Summary: Pentecost Sunday sermon encouraging our people to allow the Spirit to fill them for holiness and service.
The Spirit Changes Lives
May 23, 2010
NOTE: THE ME/WE/GOD/YOU/WE FORMAT IS FROM ANDY STANLEY'S BOOK, "COMMUNICATING FOR A CHANGE."
Last week we started a two-part series on marriage. And we’ll move on to part 2 of that next week.
Today, however, I want us to visit about the fact that this is a church holiday that I haven’t emphasized before to my knowledge.
This is Pentecost Sunday, which we Christians celebrate as the day the Holy Spirit came as Jesus’ representative on earth until His return.
And I want us to look at what Scripture says can happen in the life of believers who are under the control of God’s Holy Spirit.
I think all of us know people who would claim to be Christians, but don’t seem to have any sort of spark in their spiritual life.
And truth be told, at times that’s probably every one of us, isn’t it?
The Christian life isn’t supposed to be dull and lifeless. The Bible says that God wants all of us to have lives that are filled with significance and excitement in Christ.
So why doesn’t that happen in the lives of so many Christians?
You might be sitting here saying, “Why doesn’t this happen in my own life?”
If that’s you, then I hope that you’ll leave here today encouraged, and maybe even transformed as we look at how the Holy Spirit can transform the lives of ordinary people like you and me.
God: Acts 2 (pp. 771-772)
They had recently spent 40 days with the risen Jesus – but even with that, they still didn’t quite get the program.

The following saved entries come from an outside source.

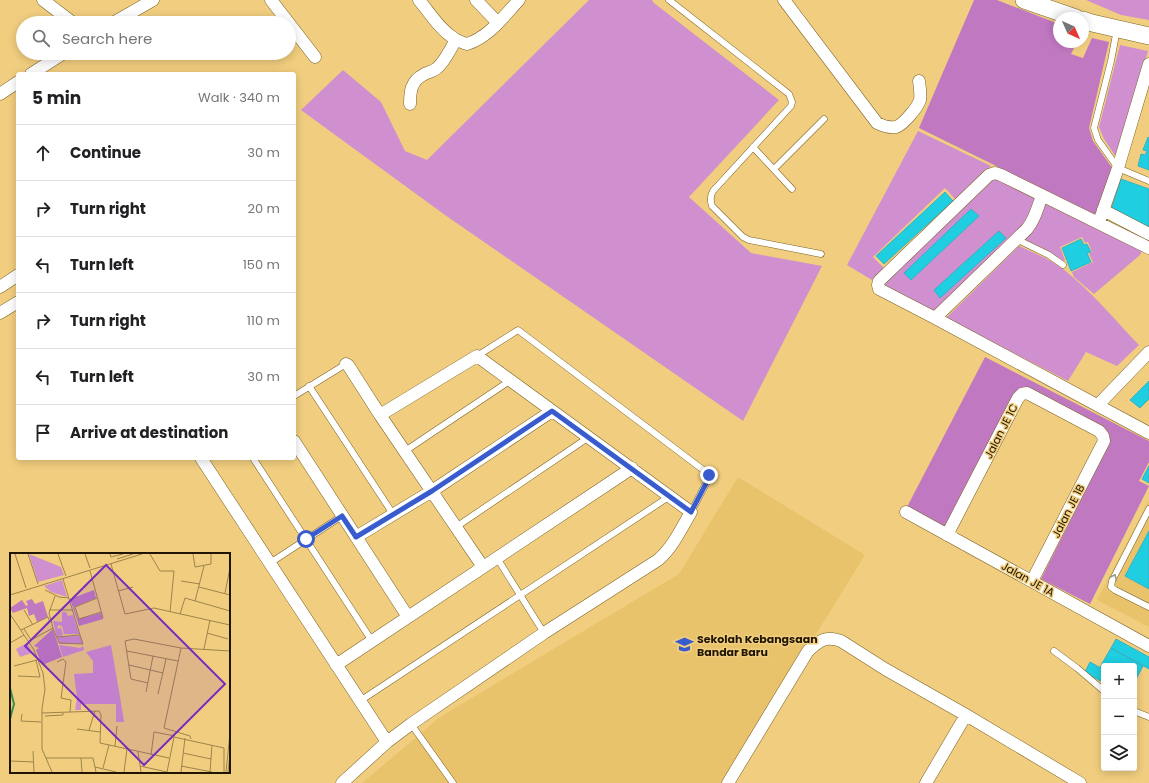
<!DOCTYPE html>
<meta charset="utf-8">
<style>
body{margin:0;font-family:Poppins,sans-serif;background:#f2f2f2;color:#202124}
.controls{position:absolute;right:12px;bottom:12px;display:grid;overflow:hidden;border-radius:4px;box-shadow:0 2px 10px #0003}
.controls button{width:36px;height:36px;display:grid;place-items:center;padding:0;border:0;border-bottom:1px solid #e0e0e0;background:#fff;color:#202124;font:20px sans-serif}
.compass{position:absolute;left:1053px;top:12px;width:36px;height:36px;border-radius:50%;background:#fff;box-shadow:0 2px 10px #0003;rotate:135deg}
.stop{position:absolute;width:12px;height:12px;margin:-9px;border:3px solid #385ccd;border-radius:50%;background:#fff}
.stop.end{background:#385ccd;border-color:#fff;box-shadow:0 1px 4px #0008}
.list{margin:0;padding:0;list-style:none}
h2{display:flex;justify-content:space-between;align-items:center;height:52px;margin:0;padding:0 16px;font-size:17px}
h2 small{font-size:13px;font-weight:400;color:#757577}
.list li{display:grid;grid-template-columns:26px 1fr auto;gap:12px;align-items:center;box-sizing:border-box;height:56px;padding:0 16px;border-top:1px solid #e0e0e0}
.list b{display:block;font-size:15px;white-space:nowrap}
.list em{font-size:13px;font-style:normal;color:#757577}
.icon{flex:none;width:22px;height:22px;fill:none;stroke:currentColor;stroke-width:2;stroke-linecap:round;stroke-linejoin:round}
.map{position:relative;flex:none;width:1149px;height:783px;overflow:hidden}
.search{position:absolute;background:#fff;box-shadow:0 2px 10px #0003;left:16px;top:16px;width:280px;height:44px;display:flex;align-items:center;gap:10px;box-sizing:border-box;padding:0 14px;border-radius:22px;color:#757577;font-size:15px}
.panel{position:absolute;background:#fff;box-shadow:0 2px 10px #0003;left:16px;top:72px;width:280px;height:388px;border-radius:4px}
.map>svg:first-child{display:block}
.built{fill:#e8c36b}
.green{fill:#d08fcf}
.forest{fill:#c079c1}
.building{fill:#1fcee1;stroke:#38b1c0}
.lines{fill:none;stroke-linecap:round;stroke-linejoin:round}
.lane-casing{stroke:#7b6225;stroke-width:7}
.street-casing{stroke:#7b6225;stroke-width:13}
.secondary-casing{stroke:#7b6225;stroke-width:18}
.lane{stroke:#fff;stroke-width:6}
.street{stroke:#fff;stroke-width:12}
.secondary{stroke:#fff;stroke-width:17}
.oneway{stroke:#9a968c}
.route{stroke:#385ccd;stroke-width:5}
.labels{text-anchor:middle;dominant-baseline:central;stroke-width:3;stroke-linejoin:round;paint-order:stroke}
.street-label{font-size:11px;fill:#1f1500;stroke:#f1ce7f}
.poi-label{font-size:11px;font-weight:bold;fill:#1f1500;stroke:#f1ce7f;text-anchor:start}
.inset-river{fill:none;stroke:#3c8d49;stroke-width:2}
.inset-road{fill:none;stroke:#9d844c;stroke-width:1}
.view{fill:#7b2cbf;fill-opacity:0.15;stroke:#7b2cbf;stroke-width:2}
.inset-edge{fill:none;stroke:#1f1500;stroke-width:2}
</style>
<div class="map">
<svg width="1149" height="783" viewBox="0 0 1149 783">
<rect width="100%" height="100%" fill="#f1ce7f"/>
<path class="built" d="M 738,477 L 865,555 L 724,783 L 362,783 L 440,717 L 679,574 Z
M 1149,500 L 1149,627 L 1097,600 Z"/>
<path class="green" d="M 589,0 L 652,0 L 654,3 L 779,100 L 689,197 L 751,253 L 822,266 L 743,421 L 445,215 L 301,110 L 343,70 L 381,102 L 405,151 L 427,160 Z
M 1086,0 L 1149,0 L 1149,20 L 1121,15 Z
M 1120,45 L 1148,51 L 1116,157 L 1104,139 L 1099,127 Z
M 918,131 L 991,166 L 956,200 L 945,188 L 873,257 L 884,268 L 872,280 L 847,265 Z
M 995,176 L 1038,197 L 1029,222 L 934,315 L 882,288 L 882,281 Z
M 1043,198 L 1144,247 L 1140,255 L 1094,294 L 1074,277 L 1072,272 L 1093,262 L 1089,254 L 1092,252 L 1088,242 L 1085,243 L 1082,237 L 1060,247 L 1065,260 L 1064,261 L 1051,253 L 1021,239 Z
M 1019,246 C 1034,253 1050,259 1063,269 C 1091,291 1114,319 1139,345 L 1117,366 L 1086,352 L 1068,381 L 946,318 Z"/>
<path class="forest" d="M 974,0 L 997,0 L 1059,24 L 1059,42 L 1077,42 L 1071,54 L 1083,58 L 1092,38 L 1109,42 L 1089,128 L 1093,141 L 1113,169 L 1096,215 L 919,128 Z
M 985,357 L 1149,441 L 1149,462 L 1139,481 L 1149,486 L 1090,604 L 1041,579 L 1110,442 L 1109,434 L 1104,427 L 1024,387 L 1017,390 L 944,528 L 907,507 Z"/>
<path class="building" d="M 1148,137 L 1149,138 L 1149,170 L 1138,166 L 1141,154 L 1145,155 L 1147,151 L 1143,150 Z
M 1121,179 L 1149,189 L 1149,227 L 1111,210 Z
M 945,192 L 953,201 L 884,264 L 876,256 Z
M 971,209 L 979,216 L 911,280 L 904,273 Z
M 999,231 L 1006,238 L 940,298 L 934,290 Z
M 1081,239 L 1084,245 L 1087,244 L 1091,252 L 1087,253 L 1091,262 L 1071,271 L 1062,248 Z
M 1149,381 L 1149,399 L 1140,408 L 1130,400 Z
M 1149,466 L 1149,483 L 1142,479 Z
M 1149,531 L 1149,589 L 1125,576 Z
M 1116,639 L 1149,657 L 1149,669 L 1111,648 Z
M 1111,648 L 1143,666 L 1134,683 L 1134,666 L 1104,666 L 1104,670 L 1100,667 Z
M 1090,662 L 1104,670 L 1104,683 L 1085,672 Z"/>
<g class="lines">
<defs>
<path id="lane" d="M 669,0 L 789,94 L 792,102 L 791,106 L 713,191 C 710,196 710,200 712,206 L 743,237 L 749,240 L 821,254
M 1117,29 L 1111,61 L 1094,128 L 1098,140 L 1118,168 L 1149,181
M 753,147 L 792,189
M 774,169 L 824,119
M 1016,239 L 1049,255 L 1063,265
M 477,356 L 518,330 L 706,472 L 709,475 L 709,478 L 691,512
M 309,386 L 393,514
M 294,396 L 346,364
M 405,451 L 511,380
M 253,458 L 372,641
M 1149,509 L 1112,581 L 1111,587 L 1115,590 L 1149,607
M 456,527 L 589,437
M 497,558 L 544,633
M 270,563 L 342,516
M 1054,651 L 1077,668 L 1104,691
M 360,701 L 670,496
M 1134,711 L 1149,717
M 411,724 L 453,783"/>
<path id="street" d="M 43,0 L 73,23
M 271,0 L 315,57
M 419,0 C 430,13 440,30 455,39 C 459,41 463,43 467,44 C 489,37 503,17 519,0
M 476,0 L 498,23
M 784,0 L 877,123 C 883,126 890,128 896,127 C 903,125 918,107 920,100 C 921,94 920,88 919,81
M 113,23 L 153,0
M 31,74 L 64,53
M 0,94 L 18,82
M 410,104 C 410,92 411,81 423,75 C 427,72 433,72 437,68 C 445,62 450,49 456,40
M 1042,195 C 1038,207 1035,219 1027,229 L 935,318 L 879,289 L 878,285 L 879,281 L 989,175 L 995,173 L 1001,175 L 1149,248
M 1103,210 L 1149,234
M 1099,222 L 1118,168 L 1149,64
M 0,287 L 18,275
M 0,313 L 18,302
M 935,318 L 1149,433
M 346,364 L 348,365 L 380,415 L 483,567
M 1098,405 L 1149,352
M 294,441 L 408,617
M 201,458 L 387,742
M 906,512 L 1149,646
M 947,535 L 1018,398 L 1022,394 L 1027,393 L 1099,431 L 1103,436 L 1104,441 L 1032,581
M 356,537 L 432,491 L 552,411
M 336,665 L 632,468
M 342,783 L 387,742 L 411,724 L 544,633 L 658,560 C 673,547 681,529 691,512 L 477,356 L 380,415
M 728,783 L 808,651 C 819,641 826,635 841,641 L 885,669 L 966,715 L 1080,783
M 926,783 L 966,715"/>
<path id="secondary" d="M 1024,0 L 1076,18
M 1083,20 L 1092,23 L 1149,36"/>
</defs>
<use href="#lane" class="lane-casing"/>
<use href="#street" class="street-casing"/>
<use href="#secondary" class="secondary-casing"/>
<use href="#lane" class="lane"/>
<use href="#street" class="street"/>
<use href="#secondary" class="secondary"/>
</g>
<defs><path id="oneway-chevron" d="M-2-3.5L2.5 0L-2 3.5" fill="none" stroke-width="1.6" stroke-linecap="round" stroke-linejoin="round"/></defs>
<use class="oneway" href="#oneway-chevron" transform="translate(1114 577) rotate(-66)"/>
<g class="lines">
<path class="route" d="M 306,539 L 342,516 L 356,537 L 432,491 L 552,411 L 691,512 L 709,478 L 709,475"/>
</g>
<defs>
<symbol id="school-bare" viewBox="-9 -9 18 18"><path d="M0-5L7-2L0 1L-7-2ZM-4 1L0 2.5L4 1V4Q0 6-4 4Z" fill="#385ccd" stroke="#f1ce7f" stroke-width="2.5" paint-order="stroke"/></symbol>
</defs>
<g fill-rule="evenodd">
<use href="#school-bare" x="672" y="632" width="25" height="25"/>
</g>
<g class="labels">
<g class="street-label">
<text transform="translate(1001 431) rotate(-63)">Jalan JE 1C</text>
<text transform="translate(1068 511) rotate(-63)">Jalan JE 1B</text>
<text transform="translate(1028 579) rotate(29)">Jalan JE 1A</text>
</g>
<g class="poi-label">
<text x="697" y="639">Sekolah Kebangsaan<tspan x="697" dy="13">Bandar Baru</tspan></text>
</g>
</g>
<g transform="translate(10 553)">
<rect width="220" height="220" fill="#f1ce7f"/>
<path d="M 19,1 L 51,14 L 54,22 L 28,29 ZM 52,27 L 57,44 L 41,39 L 34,33 ZM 52,59 L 56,59 L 58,63 L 63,62 L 69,81 L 54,81 L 52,73 L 48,72 L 47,76 L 51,75 L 53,82 L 47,84 L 43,68 L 52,69 ZM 70,83 L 73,91 L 50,91 L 47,84 ZM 17,90 L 22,100 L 10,104 L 6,96 ZM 49,92 L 70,95 L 73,93 L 74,97 L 53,104 ZM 101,92 L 110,144 L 114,169 L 106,169 L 106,151 L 71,151 L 71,157 L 65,157 L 67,144 L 64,121 L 83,120 L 83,108 L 76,99 Z" fill="#d08fcf"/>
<path d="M 84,37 L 86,45 L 64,54 L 68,66 L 91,60 L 93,66 L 69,73 L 60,46 ZM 22,46 L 25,51 L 33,48 L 38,64 L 27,69 L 24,61 L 19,63 L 17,55 L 3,60 L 0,55 L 12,47 L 16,53 L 18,52 L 16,48 ZM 43,76 L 52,104 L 32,112 L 26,97 L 29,95 L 24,93 Z" fill="#c079c1"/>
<path class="inset-river" d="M 0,135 L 4,151 L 0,166"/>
<path class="inset-road" d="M 5,1 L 16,35M 18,1 L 28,31M 48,1 L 56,23M 75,1 L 80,15M 100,1 L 101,4 L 113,1M 140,1 L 150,18 L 164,18 L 160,59M 183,1 L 185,14 L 201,11 L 201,1M 107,6 L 123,1M 101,11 L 115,61 L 144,55 L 220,72M 80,18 L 93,65M 53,26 L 70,82M 171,28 L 190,31M 189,34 L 220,42M 35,37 L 49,44 L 59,45M 108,38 L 123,34M 215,40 L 220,15M 0,42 L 132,1M 45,43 L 39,60 L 43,75 L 49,90 L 73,91 L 70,82 L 47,84M 87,45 L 65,54 L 69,66 L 91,59M 185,48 L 194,13M 220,51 L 220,71M 14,57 L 23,72M 39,57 L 62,57M 0,61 L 24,97 L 33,120 L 35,136 L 32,156 L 32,196 L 42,219M 170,61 L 175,45 L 220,58M 14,76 L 21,87 L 43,75M 11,77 L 38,64 L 39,67M 197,80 L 218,86M 0,90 L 14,82M 171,95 L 154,175 L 180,183 L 181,186M 194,96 L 200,67M 117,98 L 168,108M 47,109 L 53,106 L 56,109 L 51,145 L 61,147 L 60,159M 119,112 L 153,120M 4,113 L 27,107M 8,123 L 30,124 L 26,107M 138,130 L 121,126 L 115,88 L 124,86 L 171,95 L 220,98M 136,139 L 143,103M 148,141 L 156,106M 32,160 L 89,158 L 91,162 L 90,190 L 159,205M 12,161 L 11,168 L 31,169M 35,163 L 53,162 L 53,160M 67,176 L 90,179M 79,177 L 85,158M 105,193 L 107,173M 23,198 L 24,219M 128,199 L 131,219M 173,200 L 201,206M 141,202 L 144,179 L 165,183M 36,205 L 83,205 L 86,219M 71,205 L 72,219M 0,208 L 24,209M 130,213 L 157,219M 171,213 L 202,219M 85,214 L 106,219M 93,215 L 99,192M 114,219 L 117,196M 157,219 L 164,184 L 214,195 L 214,219M 171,219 L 175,185M 200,219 L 202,192M 216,219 L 220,180M 218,219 L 220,201"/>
<path class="view" d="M 96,12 L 215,131 L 134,212 L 15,93 Z"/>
<rect width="220" height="220" class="inset-edge"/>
</g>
</svg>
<div class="controls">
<button>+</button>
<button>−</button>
<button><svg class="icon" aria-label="layers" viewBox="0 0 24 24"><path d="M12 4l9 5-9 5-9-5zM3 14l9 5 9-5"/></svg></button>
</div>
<svg class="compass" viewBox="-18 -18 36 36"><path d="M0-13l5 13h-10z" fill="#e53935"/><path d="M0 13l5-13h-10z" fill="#757577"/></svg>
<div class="stop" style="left:306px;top:539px"></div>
<div class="stop end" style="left:709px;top:475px"></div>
<div class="search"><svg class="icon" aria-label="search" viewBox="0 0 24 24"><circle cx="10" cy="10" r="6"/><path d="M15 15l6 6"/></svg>Search here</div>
<section class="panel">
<h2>5 min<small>Walk · 340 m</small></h2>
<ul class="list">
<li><svg class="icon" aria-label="ahead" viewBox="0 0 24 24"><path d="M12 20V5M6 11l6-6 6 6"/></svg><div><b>Continue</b></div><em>30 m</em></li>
<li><svg class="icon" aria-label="right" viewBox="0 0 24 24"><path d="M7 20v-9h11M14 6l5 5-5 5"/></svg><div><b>Turn right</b></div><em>20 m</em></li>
<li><svg class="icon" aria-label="left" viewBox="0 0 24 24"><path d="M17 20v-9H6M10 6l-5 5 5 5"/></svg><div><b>Turn left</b></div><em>150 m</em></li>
<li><svg class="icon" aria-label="right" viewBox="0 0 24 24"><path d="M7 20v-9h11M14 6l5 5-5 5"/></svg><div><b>Turn right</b></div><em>110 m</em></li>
<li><svg class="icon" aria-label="left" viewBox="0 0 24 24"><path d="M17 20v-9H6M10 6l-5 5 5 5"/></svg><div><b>Turn left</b></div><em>30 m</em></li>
<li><svg class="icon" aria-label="arrive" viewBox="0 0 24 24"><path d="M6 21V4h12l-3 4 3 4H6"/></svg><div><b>Arrive at destination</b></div></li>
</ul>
</section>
</div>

They were still questioning Jesus about the end times and Jesus says to let the Father worry about things, because He had a job for them that they would need some supernatural help with.
Verse 1:8 –
“But you will receive power when the Holy Spirit comes on you; and you will be my witnesses in Jerusalem, and in all Judea and Samaria, and to the ends of the earth.”
The day the Spirit came on the disciples was Pentecost.
Pentecost was a Jewish holiday, one of the big three festivals that in which the Jews were required to come to Jerusalem to offer some of their harvests to the Lord.
And it’s during this particular festival that the Spirit makes a dramatic entrance that would change not only those who were there to experience it, but also make it possible for the good news of Jesus to be taken around the world.
We’re not going to read every verse of this chapter, but we’re going to hit some highlights as we look at how the Spirit worked to transform the lives of the early disciples, keeping in mind that the Spirit still does this in the lives of Jesus’ disciples.
Three lessons from the working of the Spirit at Pentecost:
o If you want to be transformed into a capable witness for Christ, you need the Spirit.
Verses 1-8 –
1 When the day of Pentecost came, they were all together in one place. 2 Suddenly a sound like the blowing of a violent wind came from heaven and filled the whole house where they were sitting. 3 They saw what seemed to be tongues of fire that separated and came to rest on each of them. 4 All of them were filled with the Holy Spirit and began to speak in other tongues as the Spirit enabled them.
5 Now there were staying in Jerusalem God-fearing Jews from every nation under heaven. 6 When they heard this sound, a crowd came together in bewilderment, because each one heard them speaking in his own language. 7 Utterly amazed, they asked: "Are not all these men who are speaking Galileans? 8 Then how is it that each of us hears them in his own native language?
This is the initial fulfillment of 1:8, when Jesus said that the Spirit would give them power to witness for Him.
Two things here:
This is the first mention in the New Testament regarding the gift of tongues, or the gift of languages.
Some feel that this is the same kind of thing that the apostle Paul talks about in 1 Corinthians, but it’s not.
In 1 Corinthians, the issue was that no one could understand what was being said.
In this case, everyone present could understand at least one of the people speaking, because the speakers were speaking in the languages present there in Jerusalem from all over the place.
The gospel was given in an understandable way to everyone who could hear it.